Work item
Every line from the start of the records through the line with "[389,838,455,854,560,903,197,903,196,901]" is to be written out exactly; pictures are not.

Provided information
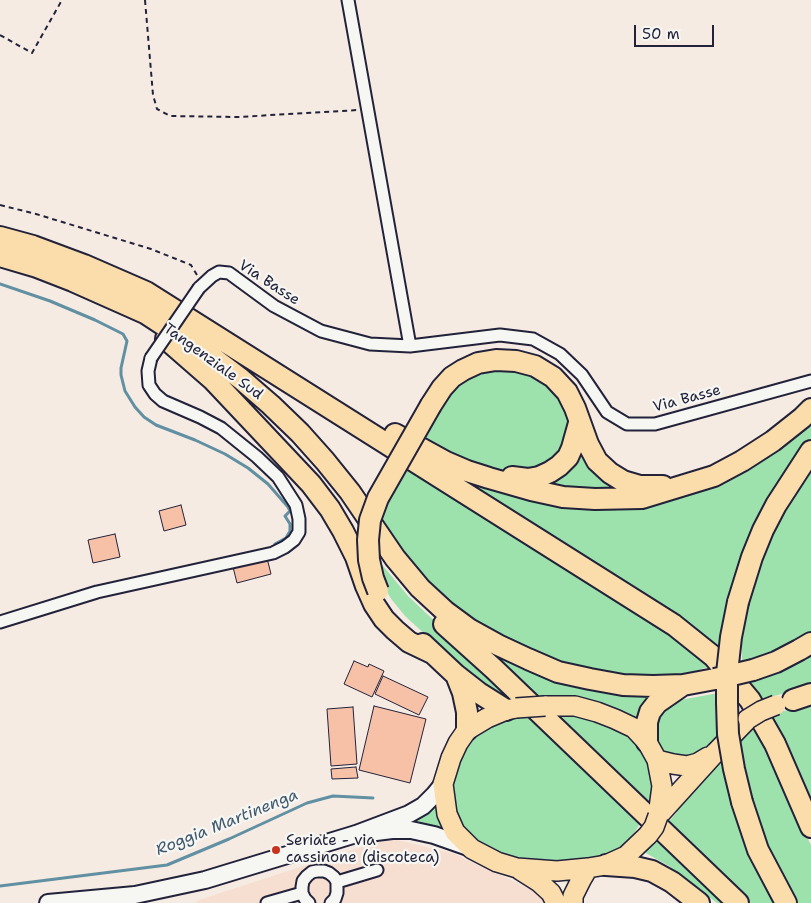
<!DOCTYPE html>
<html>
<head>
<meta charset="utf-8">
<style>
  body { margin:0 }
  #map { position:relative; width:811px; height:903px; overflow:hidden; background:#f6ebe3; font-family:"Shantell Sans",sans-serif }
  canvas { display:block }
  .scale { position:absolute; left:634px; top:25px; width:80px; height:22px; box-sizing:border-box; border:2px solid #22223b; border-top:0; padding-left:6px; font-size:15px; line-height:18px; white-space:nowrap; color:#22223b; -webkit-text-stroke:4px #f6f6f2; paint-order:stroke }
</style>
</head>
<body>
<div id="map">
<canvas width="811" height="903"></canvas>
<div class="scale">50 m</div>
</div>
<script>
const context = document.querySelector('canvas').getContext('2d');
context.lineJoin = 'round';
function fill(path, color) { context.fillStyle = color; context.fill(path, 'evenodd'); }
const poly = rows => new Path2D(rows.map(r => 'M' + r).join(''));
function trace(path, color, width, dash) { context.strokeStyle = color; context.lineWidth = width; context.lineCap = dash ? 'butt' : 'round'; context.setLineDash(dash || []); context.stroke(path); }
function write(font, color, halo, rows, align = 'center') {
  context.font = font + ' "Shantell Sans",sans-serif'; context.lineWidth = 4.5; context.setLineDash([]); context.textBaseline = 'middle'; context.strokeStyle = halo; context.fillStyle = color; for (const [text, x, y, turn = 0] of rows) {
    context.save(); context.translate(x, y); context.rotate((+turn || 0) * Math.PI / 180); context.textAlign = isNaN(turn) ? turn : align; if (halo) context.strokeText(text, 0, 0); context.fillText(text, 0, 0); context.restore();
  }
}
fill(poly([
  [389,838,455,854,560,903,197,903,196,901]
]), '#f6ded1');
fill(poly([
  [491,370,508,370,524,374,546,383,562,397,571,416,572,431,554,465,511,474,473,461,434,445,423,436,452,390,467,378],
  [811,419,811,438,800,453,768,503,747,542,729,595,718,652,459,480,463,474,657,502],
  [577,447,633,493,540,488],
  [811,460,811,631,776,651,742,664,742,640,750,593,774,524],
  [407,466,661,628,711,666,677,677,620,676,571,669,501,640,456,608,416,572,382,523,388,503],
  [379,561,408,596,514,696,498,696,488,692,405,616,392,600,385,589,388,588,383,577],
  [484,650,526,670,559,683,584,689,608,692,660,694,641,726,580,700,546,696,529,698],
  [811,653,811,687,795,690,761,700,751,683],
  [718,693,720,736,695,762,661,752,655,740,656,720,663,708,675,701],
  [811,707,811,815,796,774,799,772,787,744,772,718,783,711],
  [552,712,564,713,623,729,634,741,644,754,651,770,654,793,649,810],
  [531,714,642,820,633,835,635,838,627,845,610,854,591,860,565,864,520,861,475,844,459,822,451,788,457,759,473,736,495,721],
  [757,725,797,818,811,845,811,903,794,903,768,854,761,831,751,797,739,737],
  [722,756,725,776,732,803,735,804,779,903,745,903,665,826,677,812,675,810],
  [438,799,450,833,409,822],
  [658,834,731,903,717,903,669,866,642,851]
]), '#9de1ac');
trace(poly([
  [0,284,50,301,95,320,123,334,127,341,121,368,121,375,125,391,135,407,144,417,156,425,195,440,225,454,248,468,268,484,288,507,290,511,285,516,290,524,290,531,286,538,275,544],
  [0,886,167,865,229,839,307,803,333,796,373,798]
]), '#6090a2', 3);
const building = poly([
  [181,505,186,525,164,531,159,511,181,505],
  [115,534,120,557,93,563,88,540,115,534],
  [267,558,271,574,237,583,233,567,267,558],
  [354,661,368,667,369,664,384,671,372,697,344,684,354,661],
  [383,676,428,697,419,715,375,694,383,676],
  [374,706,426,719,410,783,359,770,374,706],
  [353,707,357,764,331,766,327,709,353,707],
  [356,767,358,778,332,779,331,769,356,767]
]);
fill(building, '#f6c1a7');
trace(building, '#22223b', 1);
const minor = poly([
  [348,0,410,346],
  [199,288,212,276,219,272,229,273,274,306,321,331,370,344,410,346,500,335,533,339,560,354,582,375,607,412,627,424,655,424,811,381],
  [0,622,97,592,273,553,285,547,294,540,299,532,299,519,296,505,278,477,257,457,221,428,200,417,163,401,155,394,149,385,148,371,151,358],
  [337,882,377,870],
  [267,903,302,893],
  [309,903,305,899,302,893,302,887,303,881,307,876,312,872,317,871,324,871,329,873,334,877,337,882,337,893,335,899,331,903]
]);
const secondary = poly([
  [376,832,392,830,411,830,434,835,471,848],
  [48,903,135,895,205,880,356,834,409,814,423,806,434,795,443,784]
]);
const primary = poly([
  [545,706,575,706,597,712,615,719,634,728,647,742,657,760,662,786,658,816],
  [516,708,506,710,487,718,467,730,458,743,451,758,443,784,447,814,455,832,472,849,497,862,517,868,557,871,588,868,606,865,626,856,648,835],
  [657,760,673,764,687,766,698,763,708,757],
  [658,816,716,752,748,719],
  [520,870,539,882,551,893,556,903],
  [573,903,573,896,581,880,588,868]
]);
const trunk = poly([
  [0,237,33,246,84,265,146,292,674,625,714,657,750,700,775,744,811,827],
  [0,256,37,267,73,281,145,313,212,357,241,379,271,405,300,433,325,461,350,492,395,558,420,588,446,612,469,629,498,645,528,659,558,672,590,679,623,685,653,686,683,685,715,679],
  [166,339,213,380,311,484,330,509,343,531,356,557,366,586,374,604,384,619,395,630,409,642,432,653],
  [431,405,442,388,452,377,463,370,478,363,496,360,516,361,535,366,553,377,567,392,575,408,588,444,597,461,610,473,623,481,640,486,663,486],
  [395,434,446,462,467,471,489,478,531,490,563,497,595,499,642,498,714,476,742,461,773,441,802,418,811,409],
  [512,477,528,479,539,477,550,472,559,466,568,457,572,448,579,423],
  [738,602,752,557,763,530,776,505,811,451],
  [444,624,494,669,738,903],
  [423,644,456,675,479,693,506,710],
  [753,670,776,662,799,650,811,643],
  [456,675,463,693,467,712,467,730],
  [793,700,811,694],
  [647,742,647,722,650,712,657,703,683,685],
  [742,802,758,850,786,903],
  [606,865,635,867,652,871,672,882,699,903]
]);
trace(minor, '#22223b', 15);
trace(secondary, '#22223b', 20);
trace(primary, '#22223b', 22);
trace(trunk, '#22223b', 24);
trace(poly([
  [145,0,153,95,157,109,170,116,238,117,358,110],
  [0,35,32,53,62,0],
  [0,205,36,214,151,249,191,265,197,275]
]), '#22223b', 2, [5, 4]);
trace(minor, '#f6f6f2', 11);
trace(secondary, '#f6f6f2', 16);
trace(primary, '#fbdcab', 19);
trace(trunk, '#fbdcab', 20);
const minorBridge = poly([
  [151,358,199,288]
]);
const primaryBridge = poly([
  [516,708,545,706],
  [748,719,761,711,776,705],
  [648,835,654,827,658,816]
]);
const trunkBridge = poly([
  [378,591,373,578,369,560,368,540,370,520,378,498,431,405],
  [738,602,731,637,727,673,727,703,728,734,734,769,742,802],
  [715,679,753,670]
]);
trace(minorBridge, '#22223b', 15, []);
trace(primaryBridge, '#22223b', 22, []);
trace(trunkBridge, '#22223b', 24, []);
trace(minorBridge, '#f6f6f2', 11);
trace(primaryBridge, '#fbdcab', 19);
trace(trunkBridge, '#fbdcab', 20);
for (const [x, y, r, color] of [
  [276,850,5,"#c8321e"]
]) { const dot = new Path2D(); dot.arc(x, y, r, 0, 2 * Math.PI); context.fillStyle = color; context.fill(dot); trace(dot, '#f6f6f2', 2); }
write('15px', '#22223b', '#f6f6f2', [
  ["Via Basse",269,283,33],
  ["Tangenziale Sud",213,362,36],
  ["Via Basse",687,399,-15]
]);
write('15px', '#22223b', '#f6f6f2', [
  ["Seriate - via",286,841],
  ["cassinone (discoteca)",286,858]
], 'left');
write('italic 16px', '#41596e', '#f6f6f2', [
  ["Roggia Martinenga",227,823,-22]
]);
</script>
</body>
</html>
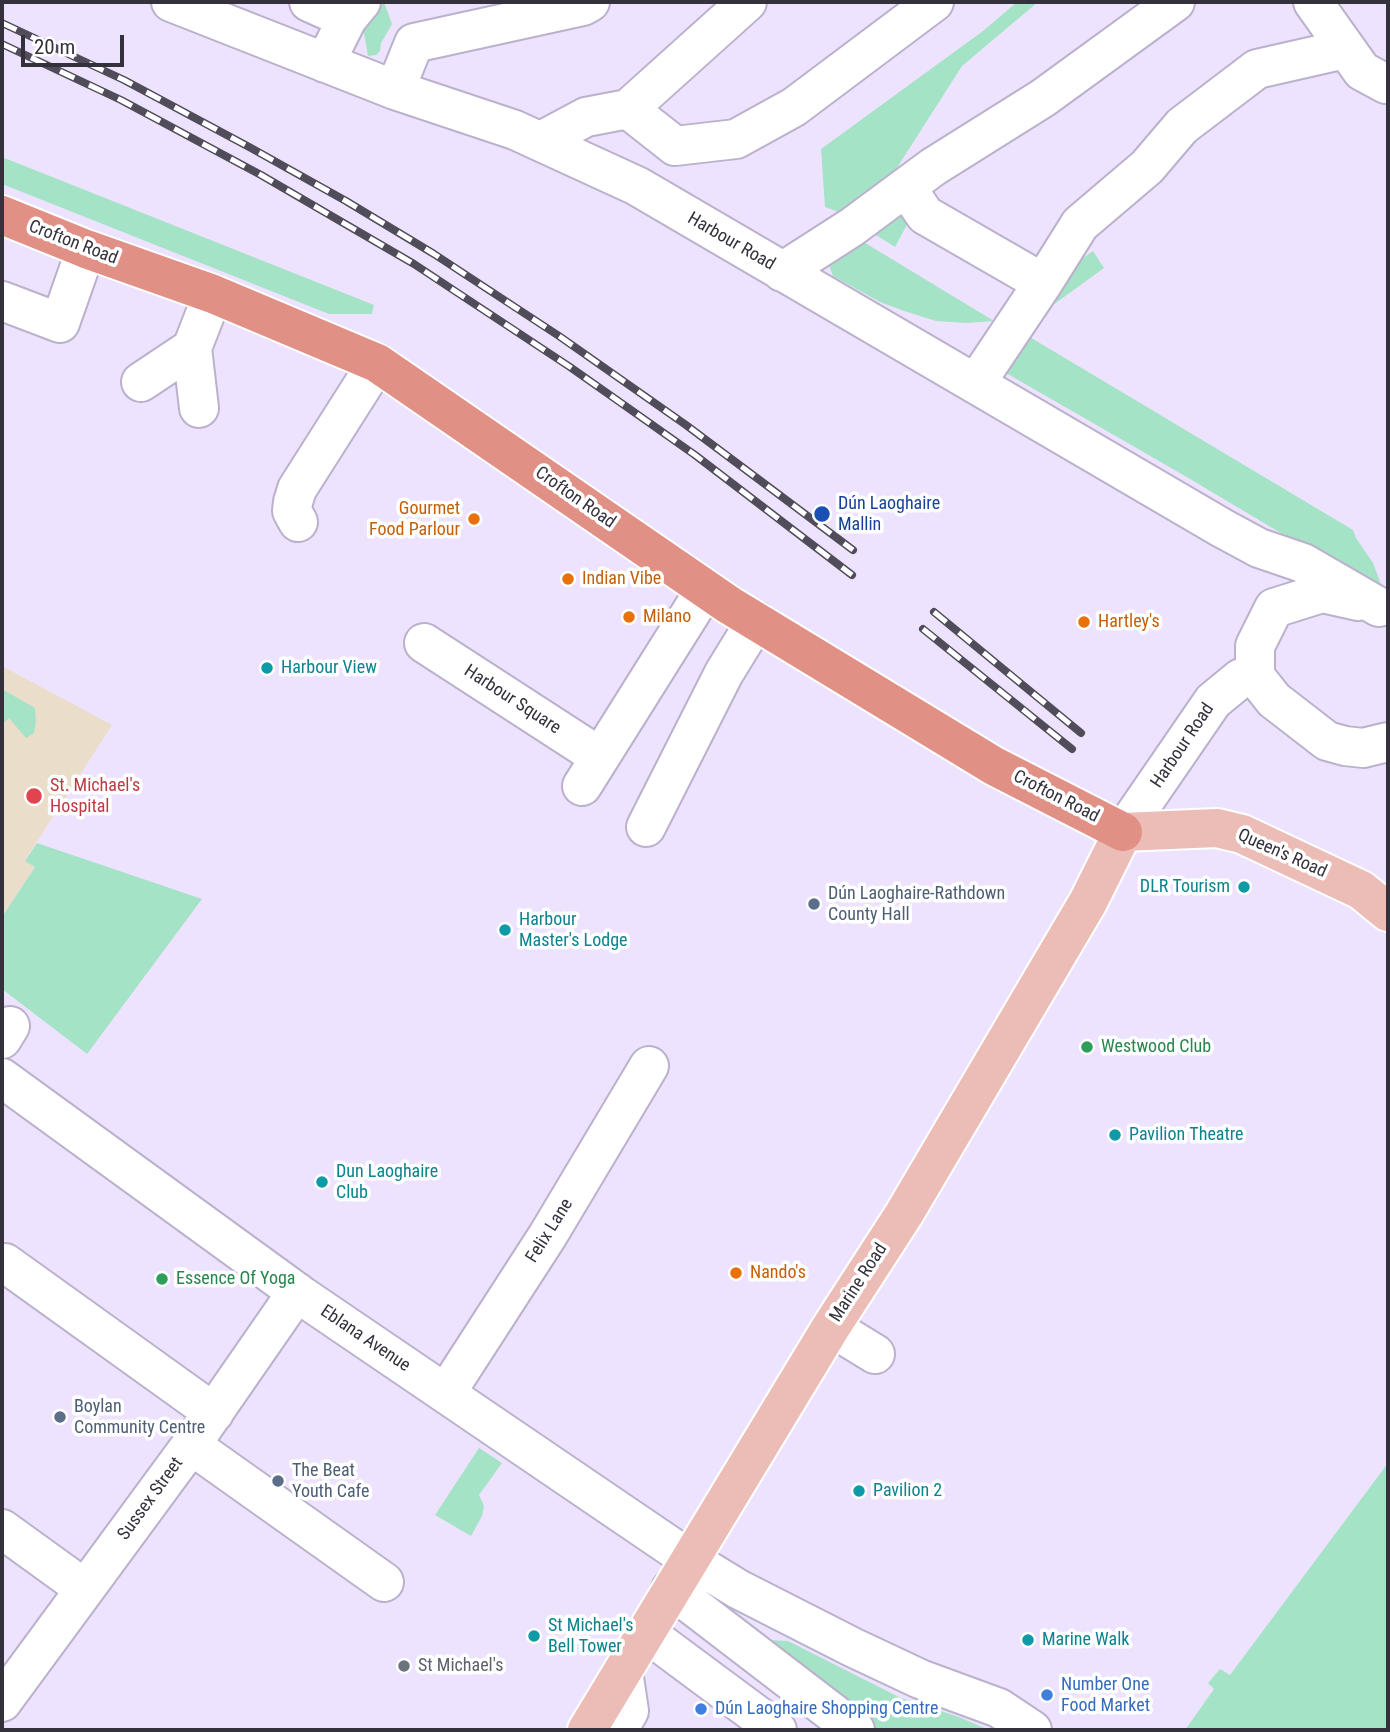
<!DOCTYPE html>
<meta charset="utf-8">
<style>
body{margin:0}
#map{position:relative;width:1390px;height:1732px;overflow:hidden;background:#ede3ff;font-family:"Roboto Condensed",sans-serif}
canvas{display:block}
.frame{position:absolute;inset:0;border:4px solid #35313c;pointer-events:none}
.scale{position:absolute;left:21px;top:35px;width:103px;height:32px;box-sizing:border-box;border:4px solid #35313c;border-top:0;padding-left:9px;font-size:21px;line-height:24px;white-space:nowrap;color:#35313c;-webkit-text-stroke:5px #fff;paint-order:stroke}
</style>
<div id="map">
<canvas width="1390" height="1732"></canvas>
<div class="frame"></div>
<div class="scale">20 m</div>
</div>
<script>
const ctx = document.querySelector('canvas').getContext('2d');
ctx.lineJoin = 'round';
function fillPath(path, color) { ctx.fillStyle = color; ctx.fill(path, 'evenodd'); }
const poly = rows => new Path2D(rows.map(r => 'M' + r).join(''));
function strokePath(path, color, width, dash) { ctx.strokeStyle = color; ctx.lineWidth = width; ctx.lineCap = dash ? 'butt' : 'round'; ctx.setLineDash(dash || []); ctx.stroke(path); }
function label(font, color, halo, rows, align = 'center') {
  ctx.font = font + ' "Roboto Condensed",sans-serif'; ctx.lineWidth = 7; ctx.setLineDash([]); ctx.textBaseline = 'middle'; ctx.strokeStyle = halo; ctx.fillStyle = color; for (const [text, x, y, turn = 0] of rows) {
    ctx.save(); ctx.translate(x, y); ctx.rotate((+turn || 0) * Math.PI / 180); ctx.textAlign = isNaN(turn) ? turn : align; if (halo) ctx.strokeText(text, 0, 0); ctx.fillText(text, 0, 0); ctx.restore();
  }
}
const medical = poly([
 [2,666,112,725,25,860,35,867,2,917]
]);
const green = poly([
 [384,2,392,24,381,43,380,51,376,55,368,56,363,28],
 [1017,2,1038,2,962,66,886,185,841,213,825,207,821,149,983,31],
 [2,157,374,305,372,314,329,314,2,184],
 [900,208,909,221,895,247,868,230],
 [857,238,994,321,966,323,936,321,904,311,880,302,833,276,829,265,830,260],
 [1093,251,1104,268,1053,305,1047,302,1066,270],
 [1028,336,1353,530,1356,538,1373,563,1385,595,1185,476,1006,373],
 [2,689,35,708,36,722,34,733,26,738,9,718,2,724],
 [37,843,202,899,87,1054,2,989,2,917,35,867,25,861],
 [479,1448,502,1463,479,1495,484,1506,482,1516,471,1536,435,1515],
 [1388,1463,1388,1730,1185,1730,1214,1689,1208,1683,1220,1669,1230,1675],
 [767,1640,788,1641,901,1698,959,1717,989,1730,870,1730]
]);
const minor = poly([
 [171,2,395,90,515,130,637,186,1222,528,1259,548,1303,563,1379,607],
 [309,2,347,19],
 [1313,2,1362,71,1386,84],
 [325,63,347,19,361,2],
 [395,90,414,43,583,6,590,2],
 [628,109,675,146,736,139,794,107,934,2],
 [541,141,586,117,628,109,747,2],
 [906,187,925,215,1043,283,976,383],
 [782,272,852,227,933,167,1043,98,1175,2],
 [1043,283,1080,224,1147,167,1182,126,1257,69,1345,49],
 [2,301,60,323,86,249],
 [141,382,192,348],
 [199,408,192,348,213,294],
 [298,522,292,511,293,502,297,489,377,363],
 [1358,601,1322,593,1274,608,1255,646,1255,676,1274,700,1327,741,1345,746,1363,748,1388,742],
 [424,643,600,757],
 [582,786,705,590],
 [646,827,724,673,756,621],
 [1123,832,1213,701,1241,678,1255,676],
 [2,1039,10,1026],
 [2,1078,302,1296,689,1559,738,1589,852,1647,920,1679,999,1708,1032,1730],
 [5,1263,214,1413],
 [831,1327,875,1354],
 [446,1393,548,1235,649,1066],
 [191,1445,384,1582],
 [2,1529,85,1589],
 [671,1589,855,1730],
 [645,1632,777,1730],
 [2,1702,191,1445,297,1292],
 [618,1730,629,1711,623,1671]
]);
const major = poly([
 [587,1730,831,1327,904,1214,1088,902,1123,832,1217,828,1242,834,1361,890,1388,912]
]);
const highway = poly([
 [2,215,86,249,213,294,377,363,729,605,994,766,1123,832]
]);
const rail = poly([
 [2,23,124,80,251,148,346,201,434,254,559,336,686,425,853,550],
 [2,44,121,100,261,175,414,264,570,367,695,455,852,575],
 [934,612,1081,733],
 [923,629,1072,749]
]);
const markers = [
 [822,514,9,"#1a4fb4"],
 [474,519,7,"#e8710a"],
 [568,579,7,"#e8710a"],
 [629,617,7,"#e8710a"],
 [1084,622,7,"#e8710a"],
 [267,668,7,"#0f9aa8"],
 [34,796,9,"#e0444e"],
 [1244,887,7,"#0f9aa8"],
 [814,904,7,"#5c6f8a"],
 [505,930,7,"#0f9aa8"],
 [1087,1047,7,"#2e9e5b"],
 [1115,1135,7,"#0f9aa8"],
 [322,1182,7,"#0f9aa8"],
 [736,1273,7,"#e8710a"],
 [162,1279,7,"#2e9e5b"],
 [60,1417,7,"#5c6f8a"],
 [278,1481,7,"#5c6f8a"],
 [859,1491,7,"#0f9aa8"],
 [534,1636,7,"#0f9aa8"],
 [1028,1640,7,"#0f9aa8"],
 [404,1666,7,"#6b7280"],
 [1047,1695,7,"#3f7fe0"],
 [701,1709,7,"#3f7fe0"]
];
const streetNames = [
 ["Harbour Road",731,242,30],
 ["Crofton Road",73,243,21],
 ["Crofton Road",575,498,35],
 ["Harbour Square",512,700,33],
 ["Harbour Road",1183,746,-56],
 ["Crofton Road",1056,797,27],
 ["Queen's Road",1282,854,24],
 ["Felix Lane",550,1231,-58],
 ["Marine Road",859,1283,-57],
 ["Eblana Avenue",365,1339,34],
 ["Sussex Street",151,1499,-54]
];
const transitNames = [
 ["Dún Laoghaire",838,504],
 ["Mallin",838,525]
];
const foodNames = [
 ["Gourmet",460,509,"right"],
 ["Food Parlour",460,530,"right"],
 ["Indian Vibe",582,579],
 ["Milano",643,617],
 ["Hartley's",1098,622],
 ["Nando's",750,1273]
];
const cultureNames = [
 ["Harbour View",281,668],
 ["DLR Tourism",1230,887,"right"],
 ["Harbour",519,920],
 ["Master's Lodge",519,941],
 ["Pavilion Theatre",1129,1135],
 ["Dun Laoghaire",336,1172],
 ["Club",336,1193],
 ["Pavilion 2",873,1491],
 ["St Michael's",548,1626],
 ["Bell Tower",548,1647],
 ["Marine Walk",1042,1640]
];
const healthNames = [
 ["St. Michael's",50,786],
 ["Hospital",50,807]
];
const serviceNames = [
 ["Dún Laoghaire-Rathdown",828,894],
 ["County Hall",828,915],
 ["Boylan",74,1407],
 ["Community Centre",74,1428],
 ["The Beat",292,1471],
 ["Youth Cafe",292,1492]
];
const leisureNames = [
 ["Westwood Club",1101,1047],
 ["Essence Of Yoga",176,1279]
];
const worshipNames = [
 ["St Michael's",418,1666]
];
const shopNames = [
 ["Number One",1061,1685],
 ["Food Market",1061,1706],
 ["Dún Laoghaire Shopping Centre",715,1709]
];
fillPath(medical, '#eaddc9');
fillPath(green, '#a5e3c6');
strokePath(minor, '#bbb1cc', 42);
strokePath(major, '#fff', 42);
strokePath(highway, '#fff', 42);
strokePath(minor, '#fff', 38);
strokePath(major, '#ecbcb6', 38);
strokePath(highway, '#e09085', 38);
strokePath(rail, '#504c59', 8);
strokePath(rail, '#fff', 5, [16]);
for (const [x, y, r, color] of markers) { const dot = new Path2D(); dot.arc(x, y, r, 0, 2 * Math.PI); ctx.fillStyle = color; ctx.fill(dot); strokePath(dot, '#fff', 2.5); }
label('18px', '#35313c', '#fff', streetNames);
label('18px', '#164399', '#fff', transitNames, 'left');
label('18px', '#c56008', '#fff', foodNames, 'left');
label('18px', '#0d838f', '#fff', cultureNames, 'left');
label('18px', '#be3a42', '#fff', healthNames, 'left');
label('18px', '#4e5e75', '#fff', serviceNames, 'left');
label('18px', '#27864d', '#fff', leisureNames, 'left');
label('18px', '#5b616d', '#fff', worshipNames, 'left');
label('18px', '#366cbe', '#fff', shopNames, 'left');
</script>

Problem solution
<!DOCTYPE html>
<html>
<head>
<meta charset="utf-8">
<style>
  body { margin:0 }
  #map { position:relative; width:811px; height:903px; overflow:hidden; background:#f6ebe3; font-family:"Shantell Sans",sans-serif }
  canvas { display:block }
  .scale { position:absolute; left:634px; top:25px; width:80px; height:22px; box-sizing:border-box; border:2px solid #22223b; border-top:0; padding-left:6px; font-size:15px; line-height:18px; white-space:nowrap; color:#22223b; -webkit-text-stroke:4px #f6f6f2; paint-order:stroke }
</style>
</head>
<body>
<div id="map">
<canvas width="811" height="903"></canvas>
<div class="scale">50 m</div>
</div>
<script>
const context = document.querySelector('canvas').getContext('2d');
context.lineJoin = 'round';
function fill(path, color) { context.fillStyle = color; context.fill(path, 'evenodd'); }
const poly = rows => new Path2D(rows.map(r => 'M' + r).join(''));
function trace(path, color, width, dash) { context.strokeStyle = color; context.lineWidth = width; context.lineCap = dash ? 'butt' : 'round'; context.setLineDash(dash || []); context.stroke(path); }
function write(font, color, halo, rows, align = 'center') {
  context.font = font + ' "Shantell Sans",sans-serif'; context.lineWidth = 4.5; context.setLineDash([]); context.textBaseline = 'middle'; context.strokeStyle = halo; context.fillStyle = color; for (const [text, x, y, turn = 0] of rows) {
    context.save(); context.translate(x, y); context.rotate((+turn || 0) * Math.PI / 180); context.textAlign = isNaN(turn) ? turn : align; if (halo) context.strokeText(text, 0, 0); context.fillText(text, 0, 0); context.restore();
  }
}
fill(poly([
  [389,838,455,854,560,903,197,903,196,901]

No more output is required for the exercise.